Our approach to the treatment of Balanitis Xerotica Oliterans (BXO) is aimed at eliminating occlusive contact of skin to urine, minimising urinary and sexual morbidity, abolishing the risk of progression to penile squamous cell carcinoma (PSCC) (by curing the inflammatory and scarring disease), with preservation of the foreskin if possible  If the condition is diagnosed early and interventions instituted promptly, disease progression and morbidity can be halted, and normality can be restored. Our medical treatment protocol involves avoidance of contact with urine by assiduously emptying the urethra after micturition (by shaking, squeezing, dabbing, and using barrier preparations), regular use of soap substitutes and barrier emollient creams and application of ultrapotent topical corticosteroids for a fixed, monitored period of time (usually clobetasol propionate). In addition, the short trimming of pubic hair is recommended in order to eliminate penile abrasion, irritation and inflammation. We avoid using topical calcineurin inhibitors due to the theoretical link with progression to SCC, but accept that this is controversial in BXO The mainstay of surgical management is circumcision.

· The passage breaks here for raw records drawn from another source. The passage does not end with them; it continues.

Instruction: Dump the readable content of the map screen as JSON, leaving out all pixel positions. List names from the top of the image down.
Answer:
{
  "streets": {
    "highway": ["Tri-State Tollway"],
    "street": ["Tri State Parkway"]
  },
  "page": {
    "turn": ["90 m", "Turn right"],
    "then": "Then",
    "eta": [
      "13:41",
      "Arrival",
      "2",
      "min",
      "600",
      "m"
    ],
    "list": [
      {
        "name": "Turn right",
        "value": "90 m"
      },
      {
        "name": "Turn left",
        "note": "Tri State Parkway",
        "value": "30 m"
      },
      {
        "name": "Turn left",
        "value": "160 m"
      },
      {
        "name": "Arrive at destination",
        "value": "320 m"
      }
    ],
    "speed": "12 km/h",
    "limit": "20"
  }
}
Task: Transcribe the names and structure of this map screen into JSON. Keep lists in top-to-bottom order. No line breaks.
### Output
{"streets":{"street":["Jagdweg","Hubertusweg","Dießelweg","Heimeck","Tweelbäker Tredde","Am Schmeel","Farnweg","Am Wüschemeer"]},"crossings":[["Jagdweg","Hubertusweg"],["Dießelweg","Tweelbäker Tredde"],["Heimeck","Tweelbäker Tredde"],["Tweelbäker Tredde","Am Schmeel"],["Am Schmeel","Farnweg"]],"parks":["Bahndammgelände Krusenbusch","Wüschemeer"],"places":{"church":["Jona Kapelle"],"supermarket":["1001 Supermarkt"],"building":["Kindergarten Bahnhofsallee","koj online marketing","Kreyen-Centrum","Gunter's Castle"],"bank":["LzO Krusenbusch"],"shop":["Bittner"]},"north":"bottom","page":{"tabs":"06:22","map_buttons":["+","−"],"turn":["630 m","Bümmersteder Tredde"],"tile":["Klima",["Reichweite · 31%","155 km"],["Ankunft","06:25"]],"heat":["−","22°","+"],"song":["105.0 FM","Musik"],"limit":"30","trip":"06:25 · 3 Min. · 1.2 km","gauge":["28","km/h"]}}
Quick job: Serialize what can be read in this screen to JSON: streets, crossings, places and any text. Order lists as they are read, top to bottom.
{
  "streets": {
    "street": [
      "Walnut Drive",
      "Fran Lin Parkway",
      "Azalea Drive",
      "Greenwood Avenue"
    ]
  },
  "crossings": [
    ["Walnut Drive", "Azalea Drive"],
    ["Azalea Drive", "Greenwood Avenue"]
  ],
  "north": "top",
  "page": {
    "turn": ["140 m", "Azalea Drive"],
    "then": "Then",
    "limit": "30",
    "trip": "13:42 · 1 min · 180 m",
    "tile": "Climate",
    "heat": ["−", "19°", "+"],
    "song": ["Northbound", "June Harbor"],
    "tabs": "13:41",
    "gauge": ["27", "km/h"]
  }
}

If the above medical treatment regiment fails then circumcision is offered. Some patients may require further urethromeatal surgery. The success rates with medical therapy previously reported in the literature by us and others are in the range of 50-60%, whereas circumcision is thought to lead to cure in >75% of patients. Our results confirm the above; in isolated BXO, 50% of patients were treated successfully with medical therapy and foreskin preservation. The validity of the above treatment protocol is vindicated further by the outcomes of this study, with 91.7% having achieved resolution of symptoms, and the remaining either receiving ongoing medical therapy (4.8%) or waiting to undergo circumcision (3.5%). Side effects were minimal and mainly related to surgery.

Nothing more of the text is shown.